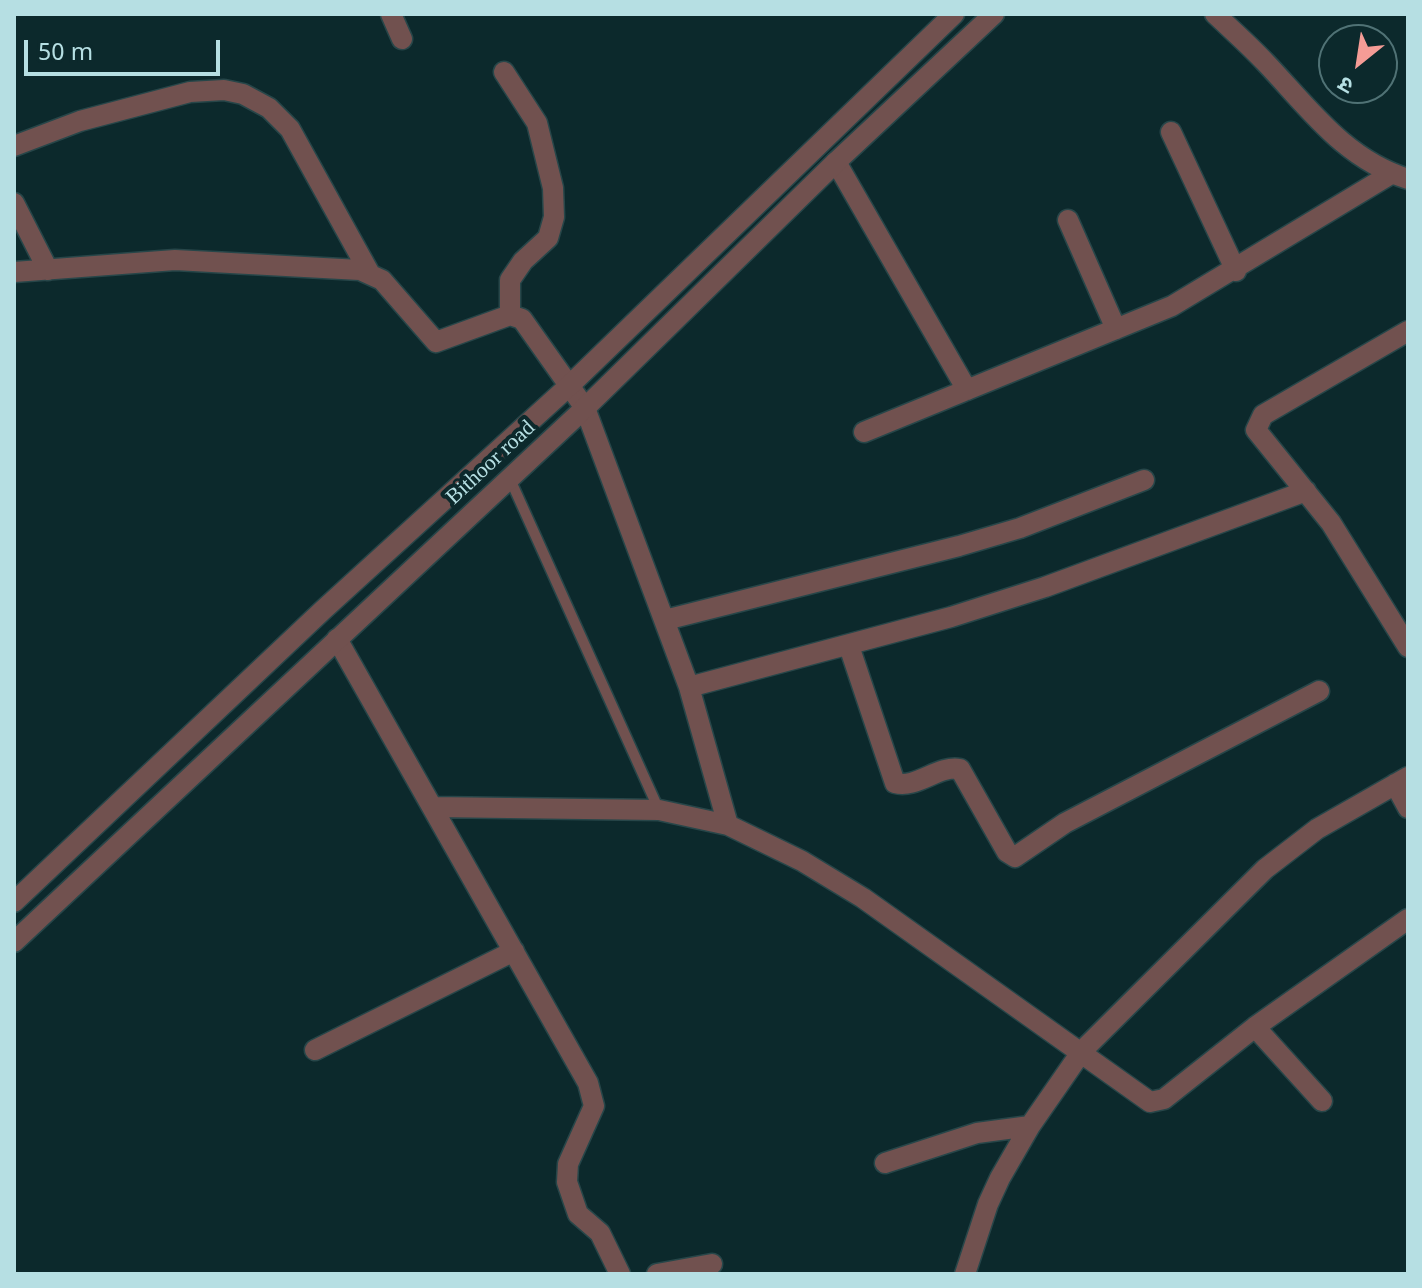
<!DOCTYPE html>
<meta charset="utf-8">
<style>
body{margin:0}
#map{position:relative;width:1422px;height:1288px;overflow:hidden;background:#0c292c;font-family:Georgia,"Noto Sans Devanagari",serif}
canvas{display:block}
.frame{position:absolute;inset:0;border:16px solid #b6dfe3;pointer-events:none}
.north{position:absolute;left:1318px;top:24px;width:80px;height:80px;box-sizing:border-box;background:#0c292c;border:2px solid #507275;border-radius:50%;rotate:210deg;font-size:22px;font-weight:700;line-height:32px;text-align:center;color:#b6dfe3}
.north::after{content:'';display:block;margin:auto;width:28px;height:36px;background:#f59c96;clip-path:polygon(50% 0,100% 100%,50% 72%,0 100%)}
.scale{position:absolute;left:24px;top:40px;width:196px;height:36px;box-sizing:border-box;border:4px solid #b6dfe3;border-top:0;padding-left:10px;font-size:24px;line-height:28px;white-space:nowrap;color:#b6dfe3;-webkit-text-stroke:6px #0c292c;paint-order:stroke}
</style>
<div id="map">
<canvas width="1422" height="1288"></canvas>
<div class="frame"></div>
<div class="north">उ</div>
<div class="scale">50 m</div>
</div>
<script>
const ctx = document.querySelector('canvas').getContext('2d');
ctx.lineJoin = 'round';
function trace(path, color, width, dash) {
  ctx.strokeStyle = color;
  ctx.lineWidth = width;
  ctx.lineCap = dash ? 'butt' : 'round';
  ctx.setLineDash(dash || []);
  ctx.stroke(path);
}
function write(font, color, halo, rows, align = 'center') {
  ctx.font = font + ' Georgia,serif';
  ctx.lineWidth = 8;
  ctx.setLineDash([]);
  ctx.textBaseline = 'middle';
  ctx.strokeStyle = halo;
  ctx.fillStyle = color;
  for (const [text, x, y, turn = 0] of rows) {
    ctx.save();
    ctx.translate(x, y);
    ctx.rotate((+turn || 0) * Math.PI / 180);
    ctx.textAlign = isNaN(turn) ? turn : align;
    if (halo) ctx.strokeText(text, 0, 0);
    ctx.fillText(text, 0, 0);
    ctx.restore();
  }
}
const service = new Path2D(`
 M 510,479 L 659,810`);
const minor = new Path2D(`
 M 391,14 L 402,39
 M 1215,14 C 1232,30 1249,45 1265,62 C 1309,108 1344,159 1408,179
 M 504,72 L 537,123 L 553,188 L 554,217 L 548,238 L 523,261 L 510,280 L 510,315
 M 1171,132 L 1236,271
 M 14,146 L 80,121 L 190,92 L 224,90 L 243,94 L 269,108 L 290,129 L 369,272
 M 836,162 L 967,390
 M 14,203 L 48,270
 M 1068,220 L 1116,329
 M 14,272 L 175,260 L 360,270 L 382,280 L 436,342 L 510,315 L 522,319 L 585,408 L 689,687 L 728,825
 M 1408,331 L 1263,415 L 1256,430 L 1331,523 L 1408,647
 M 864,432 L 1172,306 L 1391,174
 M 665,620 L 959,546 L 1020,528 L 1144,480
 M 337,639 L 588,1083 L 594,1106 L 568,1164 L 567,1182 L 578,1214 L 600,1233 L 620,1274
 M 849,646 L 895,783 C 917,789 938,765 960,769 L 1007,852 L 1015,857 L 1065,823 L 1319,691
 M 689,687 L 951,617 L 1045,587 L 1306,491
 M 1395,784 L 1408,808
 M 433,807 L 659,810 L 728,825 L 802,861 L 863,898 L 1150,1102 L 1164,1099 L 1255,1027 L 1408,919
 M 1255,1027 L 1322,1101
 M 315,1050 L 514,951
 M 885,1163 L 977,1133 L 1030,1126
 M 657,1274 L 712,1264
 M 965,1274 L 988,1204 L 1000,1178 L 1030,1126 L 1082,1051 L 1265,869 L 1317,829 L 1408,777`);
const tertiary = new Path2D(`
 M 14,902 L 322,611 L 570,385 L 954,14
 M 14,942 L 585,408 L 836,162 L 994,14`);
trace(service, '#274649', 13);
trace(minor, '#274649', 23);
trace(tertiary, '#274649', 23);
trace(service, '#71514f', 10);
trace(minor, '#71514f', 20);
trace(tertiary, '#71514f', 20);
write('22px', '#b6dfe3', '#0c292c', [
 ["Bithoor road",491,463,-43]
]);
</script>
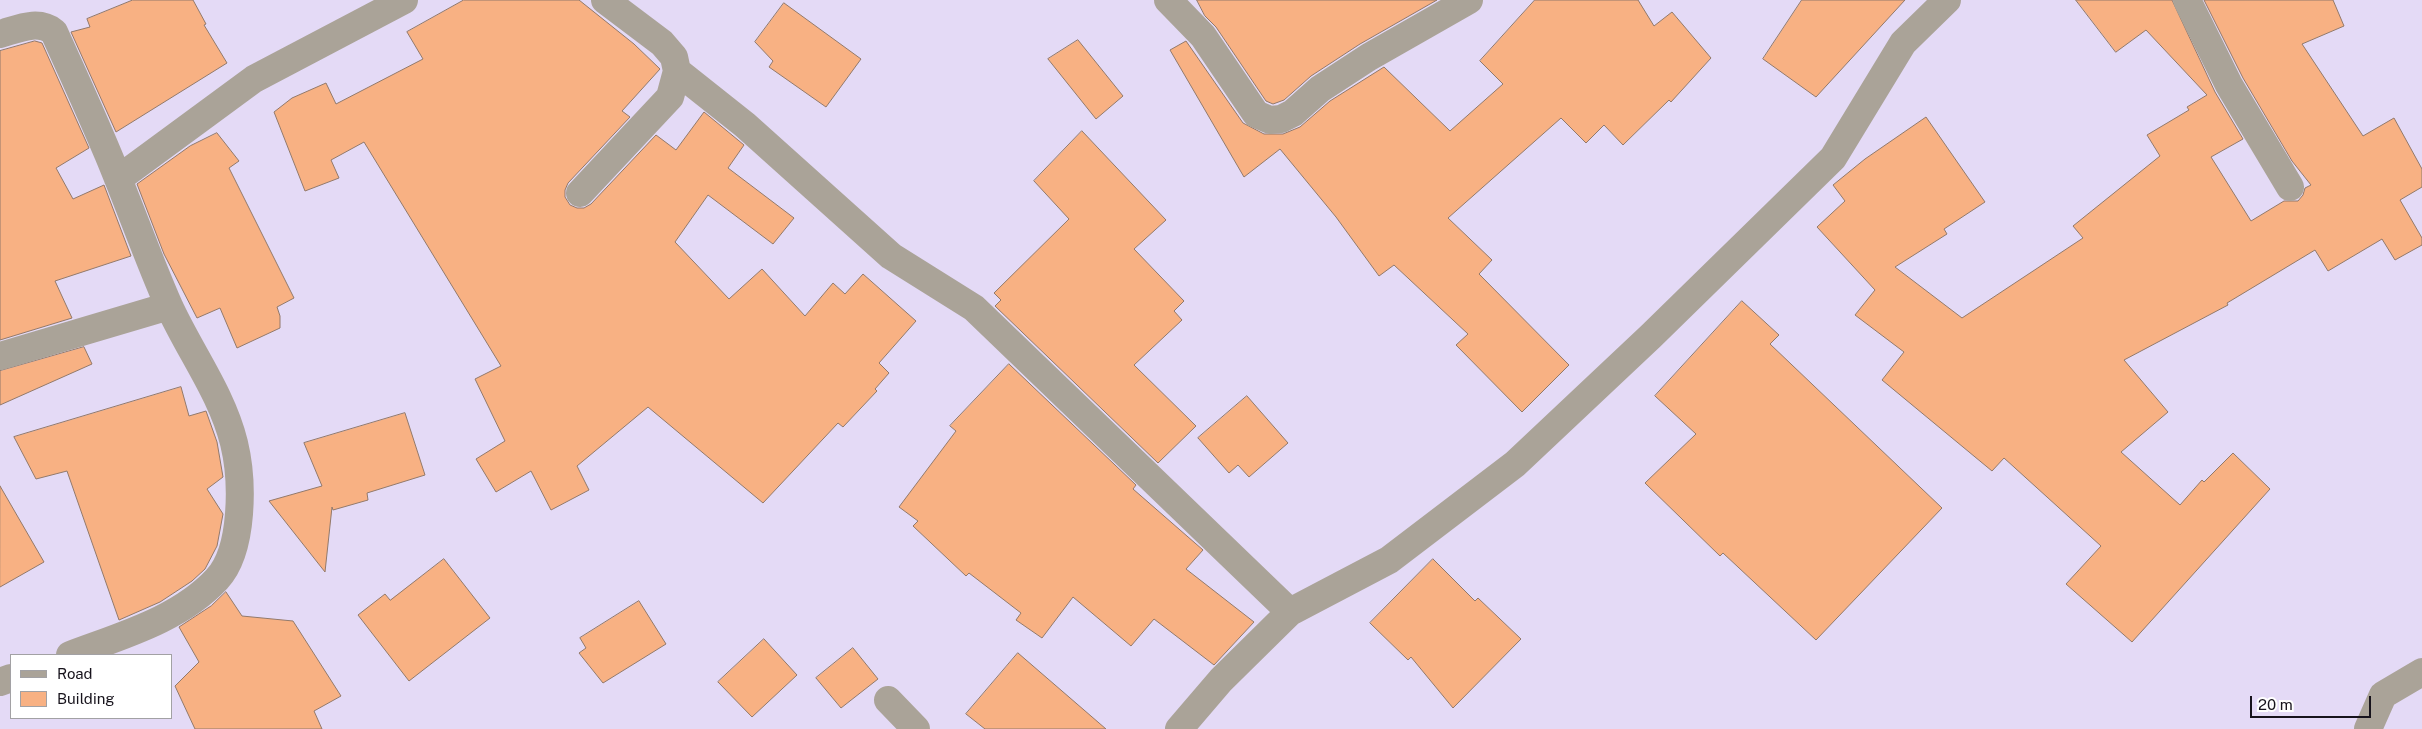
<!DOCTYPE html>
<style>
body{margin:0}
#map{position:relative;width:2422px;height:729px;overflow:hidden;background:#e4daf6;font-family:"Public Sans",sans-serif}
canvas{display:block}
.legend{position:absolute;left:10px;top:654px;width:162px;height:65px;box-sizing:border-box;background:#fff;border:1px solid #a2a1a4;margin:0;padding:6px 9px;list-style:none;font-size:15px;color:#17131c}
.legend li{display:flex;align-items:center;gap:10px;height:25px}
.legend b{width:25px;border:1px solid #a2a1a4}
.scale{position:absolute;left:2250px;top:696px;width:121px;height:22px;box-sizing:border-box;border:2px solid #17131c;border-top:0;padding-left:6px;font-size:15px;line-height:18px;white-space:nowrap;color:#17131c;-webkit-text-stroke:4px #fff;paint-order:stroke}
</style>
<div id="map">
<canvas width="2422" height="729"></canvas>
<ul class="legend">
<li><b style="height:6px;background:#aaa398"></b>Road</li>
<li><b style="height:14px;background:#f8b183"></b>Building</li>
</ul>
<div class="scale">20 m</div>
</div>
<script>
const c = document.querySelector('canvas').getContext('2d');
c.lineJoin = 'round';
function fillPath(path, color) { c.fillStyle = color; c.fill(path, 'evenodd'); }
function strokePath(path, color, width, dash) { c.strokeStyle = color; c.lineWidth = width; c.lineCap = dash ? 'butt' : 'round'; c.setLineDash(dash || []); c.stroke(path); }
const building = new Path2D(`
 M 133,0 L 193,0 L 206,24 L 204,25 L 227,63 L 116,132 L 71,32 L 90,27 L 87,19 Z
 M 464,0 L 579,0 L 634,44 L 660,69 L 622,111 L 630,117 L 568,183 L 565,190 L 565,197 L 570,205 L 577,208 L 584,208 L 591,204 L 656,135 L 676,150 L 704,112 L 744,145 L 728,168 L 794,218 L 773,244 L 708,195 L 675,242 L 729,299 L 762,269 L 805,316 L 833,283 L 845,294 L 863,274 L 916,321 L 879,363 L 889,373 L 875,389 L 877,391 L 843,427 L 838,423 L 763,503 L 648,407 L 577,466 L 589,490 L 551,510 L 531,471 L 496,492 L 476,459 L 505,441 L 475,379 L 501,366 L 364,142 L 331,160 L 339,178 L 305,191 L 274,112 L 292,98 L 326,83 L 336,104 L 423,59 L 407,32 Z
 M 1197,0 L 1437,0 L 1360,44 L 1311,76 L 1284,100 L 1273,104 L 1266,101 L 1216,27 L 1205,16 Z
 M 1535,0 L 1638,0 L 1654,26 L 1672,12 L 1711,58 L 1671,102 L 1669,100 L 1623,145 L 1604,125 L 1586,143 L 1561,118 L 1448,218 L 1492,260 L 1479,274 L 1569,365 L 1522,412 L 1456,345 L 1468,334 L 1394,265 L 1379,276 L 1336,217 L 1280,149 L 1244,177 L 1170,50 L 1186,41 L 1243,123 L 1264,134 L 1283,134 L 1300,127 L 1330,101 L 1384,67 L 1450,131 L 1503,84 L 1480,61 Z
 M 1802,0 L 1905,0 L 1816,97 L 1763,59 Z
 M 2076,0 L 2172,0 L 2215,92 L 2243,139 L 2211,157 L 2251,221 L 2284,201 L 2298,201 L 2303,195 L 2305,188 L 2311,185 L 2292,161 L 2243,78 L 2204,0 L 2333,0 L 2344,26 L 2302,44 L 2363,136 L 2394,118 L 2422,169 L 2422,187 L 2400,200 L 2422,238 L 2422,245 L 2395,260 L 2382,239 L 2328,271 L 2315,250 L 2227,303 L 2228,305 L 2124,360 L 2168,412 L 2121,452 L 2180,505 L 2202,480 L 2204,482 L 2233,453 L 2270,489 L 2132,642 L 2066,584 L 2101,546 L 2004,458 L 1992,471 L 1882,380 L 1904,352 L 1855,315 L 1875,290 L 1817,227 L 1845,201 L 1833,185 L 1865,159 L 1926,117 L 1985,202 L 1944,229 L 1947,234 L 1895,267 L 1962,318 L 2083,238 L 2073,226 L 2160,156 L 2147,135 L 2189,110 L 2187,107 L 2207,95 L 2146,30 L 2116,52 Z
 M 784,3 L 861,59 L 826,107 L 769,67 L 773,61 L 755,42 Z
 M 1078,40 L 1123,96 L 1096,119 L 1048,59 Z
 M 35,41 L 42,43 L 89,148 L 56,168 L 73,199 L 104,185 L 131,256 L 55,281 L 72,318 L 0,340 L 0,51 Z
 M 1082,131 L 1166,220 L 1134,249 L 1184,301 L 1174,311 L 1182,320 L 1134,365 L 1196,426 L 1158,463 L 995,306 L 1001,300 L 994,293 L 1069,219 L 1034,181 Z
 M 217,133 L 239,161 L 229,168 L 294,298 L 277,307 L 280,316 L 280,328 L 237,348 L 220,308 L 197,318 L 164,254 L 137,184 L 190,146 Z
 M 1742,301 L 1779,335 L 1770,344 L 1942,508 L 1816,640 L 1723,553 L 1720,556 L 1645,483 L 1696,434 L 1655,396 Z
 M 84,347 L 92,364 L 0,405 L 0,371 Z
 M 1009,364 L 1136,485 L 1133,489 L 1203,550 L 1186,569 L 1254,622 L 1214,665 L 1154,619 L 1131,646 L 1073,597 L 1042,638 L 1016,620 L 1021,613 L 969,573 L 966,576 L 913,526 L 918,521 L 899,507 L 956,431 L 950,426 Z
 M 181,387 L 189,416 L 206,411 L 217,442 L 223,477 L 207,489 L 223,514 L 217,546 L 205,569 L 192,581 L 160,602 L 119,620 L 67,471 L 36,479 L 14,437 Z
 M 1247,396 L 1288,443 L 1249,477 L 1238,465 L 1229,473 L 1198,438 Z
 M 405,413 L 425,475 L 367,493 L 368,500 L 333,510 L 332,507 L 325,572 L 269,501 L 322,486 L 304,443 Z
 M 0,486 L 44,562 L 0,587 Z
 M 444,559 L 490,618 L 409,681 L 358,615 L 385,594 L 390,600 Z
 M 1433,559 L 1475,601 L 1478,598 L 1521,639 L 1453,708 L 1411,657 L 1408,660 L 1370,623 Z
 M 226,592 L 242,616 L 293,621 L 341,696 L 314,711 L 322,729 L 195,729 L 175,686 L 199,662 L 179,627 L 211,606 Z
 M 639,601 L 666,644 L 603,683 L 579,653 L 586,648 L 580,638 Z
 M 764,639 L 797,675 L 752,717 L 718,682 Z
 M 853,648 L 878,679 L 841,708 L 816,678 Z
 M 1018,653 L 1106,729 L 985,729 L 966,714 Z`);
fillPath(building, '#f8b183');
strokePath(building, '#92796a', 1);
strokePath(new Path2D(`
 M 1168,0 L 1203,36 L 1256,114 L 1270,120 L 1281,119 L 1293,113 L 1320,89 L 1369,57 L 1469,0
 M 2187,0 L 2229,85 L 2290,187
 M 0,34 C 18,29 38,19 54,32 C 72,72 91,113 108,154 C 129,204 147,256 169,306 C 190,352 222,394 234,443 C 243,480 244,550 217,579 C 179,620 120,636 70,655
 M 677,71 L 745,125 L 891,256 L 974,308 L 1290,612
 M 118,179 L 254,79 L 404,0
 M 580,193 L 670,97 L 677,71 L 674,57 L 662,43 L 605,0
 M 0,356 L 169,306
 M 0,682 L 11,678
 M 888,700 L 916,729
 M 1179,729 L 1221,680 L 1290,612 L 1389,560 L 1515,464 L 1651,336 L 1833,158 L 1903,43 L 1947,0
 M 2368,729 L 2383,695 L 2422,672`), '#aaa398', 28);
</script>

──────────────────────────────

Beginning with the line that has "ctx.lineCap = dash ? 'butt' : 'round';" and ending with the line that has "M 1068,220 L 1116,329", set down the lines above exactly and include no others.

**Response area**
  ctx.lineCap = dash ? 'butt' : 'round';
  ctx.setLineDash(dash || []);
  ctx.stroke(path);
}
function write(font, color, halo, rows, align = 'center') {
  ctx.font = font + ' Georgia,serif';
  ctx.lineWidth = 8;
  ctx.setLineDash([]);
  ctx.textBaseline = 'middle';
  ctx.strokeStyle = halo;
  ctx.fillStyle = color;
  for (const [text, x, y, turn = 0] of rows) {
    ctx.save();
    ctx.translate(x, y);
    ctx.rotate((+turn || 0) * Math.PI / 180);
    ctx.textAlign = isNaN(turn) ? turn : align;
    if (halo) ctx.strokeText(text, 0, 0);
    ctx.fillText(text, 0, 0);
    ctx.restore();
  }
}
const service = new Path2D(`
 M 510,479 L 659,810`);
const minor = new Path2D(`
 M 391,14 L 402,39
 M 1215,14 C 1232,30 1249,45 1265,62 C 1309,108 1344,159 1408,179
 M 504,72 L 537,123 L 553,188 L 554,217 L 548,238 L 523,261 L 510,280 L 510,315
 M 1171,132 L 1236,271
 M 14,146 L 80,121 L 190,92 L 224,90 L 243,94 L 269,108 L 290,129 L 369,272
 M 836,162 L 967,390
 M 14,203 L 48,270
 M 1068,220 L 1116,329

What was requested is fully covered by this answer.